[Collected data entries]
════════════════════
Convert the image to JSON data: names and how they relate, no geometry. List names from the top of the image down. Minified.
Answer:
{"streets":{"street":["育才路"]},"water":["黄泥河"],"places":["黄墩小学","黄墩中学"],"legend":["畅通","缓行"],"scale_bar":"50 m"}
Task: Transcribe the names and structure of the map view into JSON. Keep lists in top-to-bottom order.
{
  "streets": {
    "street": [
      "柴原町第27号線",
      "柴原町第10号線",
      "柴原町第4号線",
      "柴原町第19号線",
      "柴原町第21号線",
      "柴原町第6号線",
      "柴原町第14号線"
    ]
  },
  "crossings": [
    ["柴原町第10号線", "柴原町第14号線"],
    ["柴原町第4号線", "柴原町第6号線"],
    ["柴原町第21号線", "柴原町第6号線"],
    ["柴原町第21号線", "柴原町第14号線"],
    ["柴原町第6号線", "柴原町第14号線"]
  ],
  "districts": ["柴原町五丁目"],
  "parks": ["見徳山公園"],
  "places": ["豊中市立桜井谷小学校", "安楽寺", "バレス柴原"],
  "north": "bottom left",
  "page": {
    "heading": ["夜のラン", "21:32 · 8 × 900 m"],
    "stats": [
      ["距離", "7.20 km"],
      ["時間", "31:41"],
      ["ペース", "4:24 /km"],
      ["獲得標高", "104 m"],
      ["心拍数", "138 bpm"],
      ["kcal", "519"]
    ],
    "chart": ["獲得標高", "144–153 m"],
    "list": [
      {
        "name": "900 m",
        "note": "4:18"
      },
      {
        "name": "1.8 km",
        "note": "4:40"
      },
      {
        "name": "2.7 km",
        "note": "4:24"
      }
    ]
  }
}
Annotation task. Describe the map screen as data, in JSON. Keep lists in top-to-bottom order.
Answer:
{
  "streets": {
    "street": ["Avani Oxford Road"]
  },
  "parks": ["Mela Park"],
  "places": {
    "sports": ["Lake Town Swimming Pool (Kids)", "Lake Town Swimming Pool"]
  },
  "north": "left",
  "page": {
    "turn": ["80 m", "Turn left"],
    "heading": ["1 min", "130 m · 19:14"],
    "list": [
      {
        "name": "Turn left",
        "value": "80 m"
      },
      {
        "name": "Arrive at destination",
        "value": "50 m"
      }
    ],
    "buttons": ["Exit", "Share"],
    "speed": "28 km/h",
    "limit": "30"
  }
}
════════════════════
* **About this task**
Retype the records above so that nothing differs from the original.

* **Written response**
Convert the image to JSON data: names and how they relate, no geometry. List names from the top of the image down. Minified.
Answer:
{"streets":{"street":["育才路"]},"water":["黄泥河"],"places":["黄墩小学","黄墩中学"],"legend":["畅通","缓行"],"scale_bar":"50 m"}
Task: Transcribe the names and structure of the map view into JSON. Keep lists in top-to-bottom order.
{
  "streets": {
    "street": [
      "柴原町第27号線",
      "柴原町第10号線",
      "柴原町第4号線",
      "柴原町第19号線",
      "柴原町第21号線",
      "柴原町第6号線",
      "柴原町第14号線"
    ]
  },
  "crossings": [
    ["柴原町第10号線", "柴原町第14号線"],
    ["柴原町第4号線", "柴原町第6号線"],
    ["柴原町第21号線", "柴原町第6号線"],
    ["柴原町第21号線", "柴原町第14号線"],
    ["柴原町第6号線", "柴原町第14号線"]
  ],
  "districts": ["柴原町五丁目"],
  "parks": ["見徳山公園"],
  "places": ["豊中市立桜井谷小学校", "安楽寺", "バレス柴原"],
  "north": "bottom left",
  "page": {
    "heading": ["夜のラン", "21:32 · 8 × 900 m"],
    "stats": [
      ["距離", "7.20 km"],
      ["時間", "31:41"],
      ["ペース", "4:24 /km"],
      ["獲得標高", "104 m"],
      ["心拍数", "138 bpm"],
      ["kcal", "519"]
    ],
    "chart": ["獲得標高", "144–153 m"],
    "list": [
      {
        "name": "900 m",
        "note": "4:18"
      },
      {
        "name": "1.8 km",
        "note": "4:40"
      },
      {
        "name": "2.7 km",
        "note": "4:24"
      }
    ]
  }
}
Annotation task. Describe the map screen as data, in JSON. Keep lists in top-to-bottom order.
Answer:
{
  "streets": {
    "street": ["Avani Oxford Road"]
  },
  "parks": ["Mela Park"],
  "places": {
    "sports": ["Lake Town Swimming Pool (Kids)", "Lake Town Swimming Pool"]
  },
  "north": "left",
  "page": {
    "turn": ["80 m", "Turn left"],
    "heading": ["1 min", "130 m · 19:14"],
    "list": [
      {
        "name": "Turn left",
        "value": "80 m"
      },
      {
        "name": "Arrive at destination",
        "value": "50 m"
      }
    ],
    "buttons": ["Exit", "Share"],
    "speed": "28 km/h",
    "limit": "30"
  }
}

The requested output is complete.